I used Spotify’s API paired with my own web scraping code to download a user’s playlist meta-data and then used Spark to find relevant patterns.
Web Scraping
This is a multi-step process that starts with supplying the Spotify ID of the users you are interested in, and some limits on how much music meta-data to download. I start by downloading all users’ Playlists, from which I get information on every Song. I use that information to find each Album and Artist related to these Songs, as well as the Genres associated with Artists/Albums. I parse this information into my own DataObjects, while dealing with dropped API calls, Null Songs and Albums with only Null Songs.
With this information I write it all in a SQL format along with a custom manifest that details what information is within, how many Songs/Albums, and a calculated Hash that summarizes how I output the information so I can correctly read it. This results in a data Archive consisting of a particular set of Users’ data.

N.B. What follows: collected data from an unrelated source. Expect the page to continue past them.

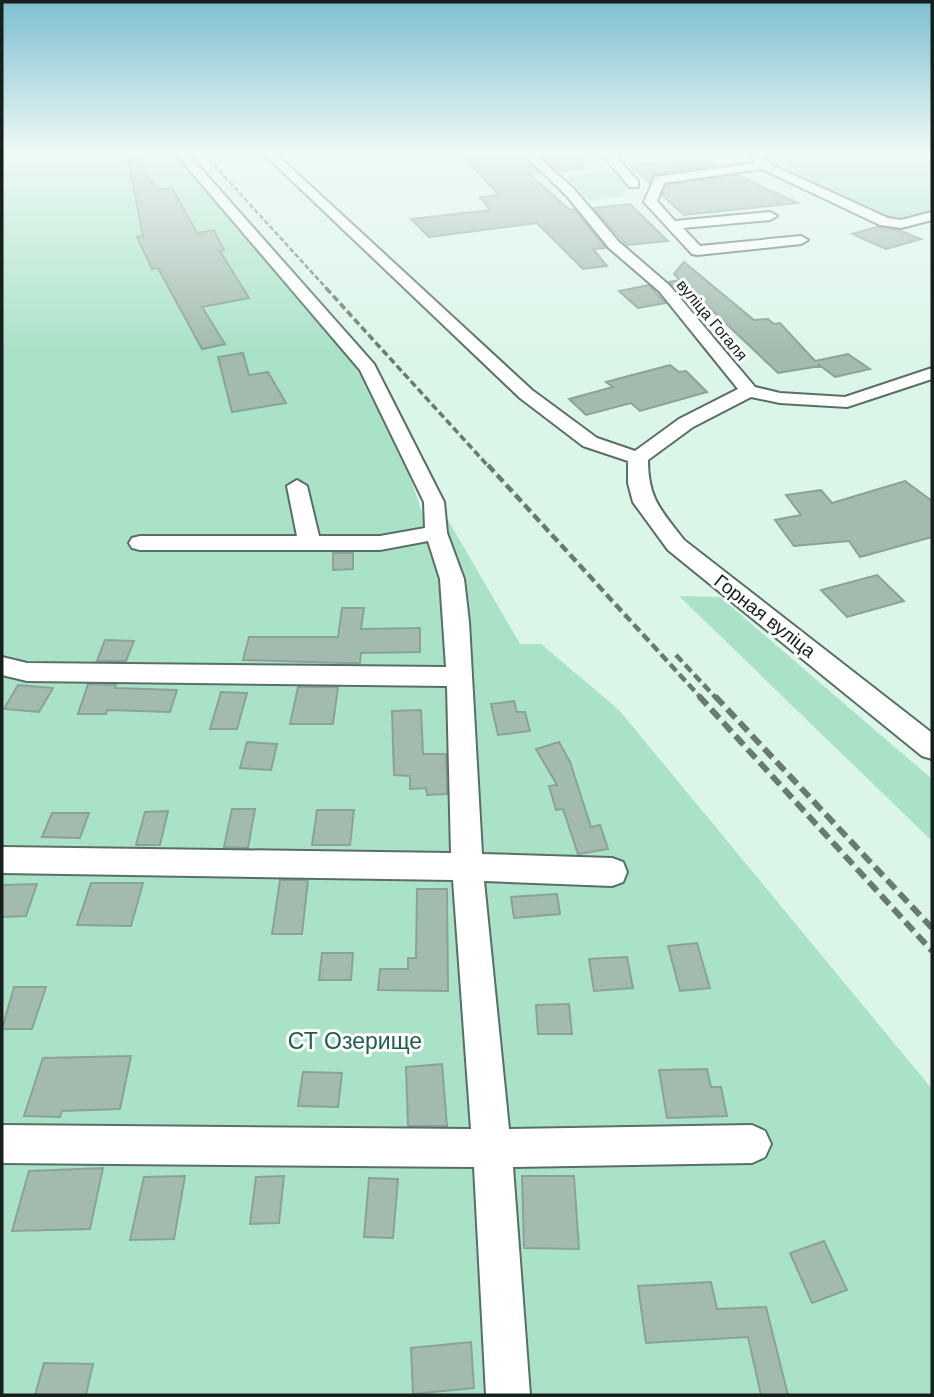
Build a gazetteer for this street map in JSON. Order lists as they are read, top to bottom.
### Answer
{
  "streets": {
    "street": ["вуліца Гогаля", "Горная вуліца"]
  },
  "parks": ["СТ Озерище"]
}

Here’s an example of my output while scraping:
Starting Collection
Getting genre seeds
Getting playlists from 2 users
There are 199 playlists before filtering
Retrieving 0/199 playlists
Retrieving 10/199 playlists
Retrieving 20/199 playlists
Retrieving 30/199 playlists
Retrieving 40/199 playlists
Retrieving 50/199 playlists
Retrieving 60/199 playlists
Retrieving 70/199 playlists
Retrieving 80/199 playlists
Retrieving 90/199 playlists
Retrieving 100/199 playlists
Retrieving 110/199 playlists
Retrieving 120/199 playlists
Retrieving 130/199 playlists
Retrieving 140/199 playlists
Retrieving 150/199 playlists
Retrieving 160/199 playlists
Retrieving 170/199 playlists
Retrieving 180/199 playlists
Retrieving 190/199 playlists
Getting tracks from 12 playlists...
Retrieving Albums...
Retrieving 0/176 albums
Retrieving 20/176 albums
Retrieving 40/176 albums
Retrieving 60/176 albums
Retrieving 80/176 albums
Retrieving 100/176 albums
Retrieving 120/176 albums
Retrieving 140/176 albums
Retrieving 160/176 albums
Getting approximately 531 tracks
Retrieving tracks from Albums 0/176
Retrieving tracks from Albums 50/176
Retrieving tracks from Albums 100/176
Retrieving tracks from Albums 150/176
Getting 187 artists
Retrieving Artists 0/187
Retrieving Artists 20/187
Retrieving Artists 40/187
Retrieving Artists 60/187
Retrieving Artists 80/187
Retrieving Artists 100/187
Retrieving Artists 120/187
Retrieving Artists 140/187
Retrieving Artists 160/187
Retrieving Artists 180/187
Web scraping complete!
----------------------
Playlists: 12
Artists: 187
Albums: 176
Tracks: 2024
Genres: 372
Collection took 116.3168971 seconds
Writing music data for doctorsalt, 1249049206
Writing to file took 0.3326463 seconds
Analysis
Each Archive can be loaded separated to have analyses run on them. They are accessed through an interactive terminal where Admins can load/modify Archives and Users can login to query their data to ascertain new patterns using Spark Sql. A User can ask questions like what Genres do they listen to more than the others, and vice versa, or which user listens to the most profane albums. I correlate Users to average Album length to find patterns like how listens to more Classical music/Film scores versus short Pop songs.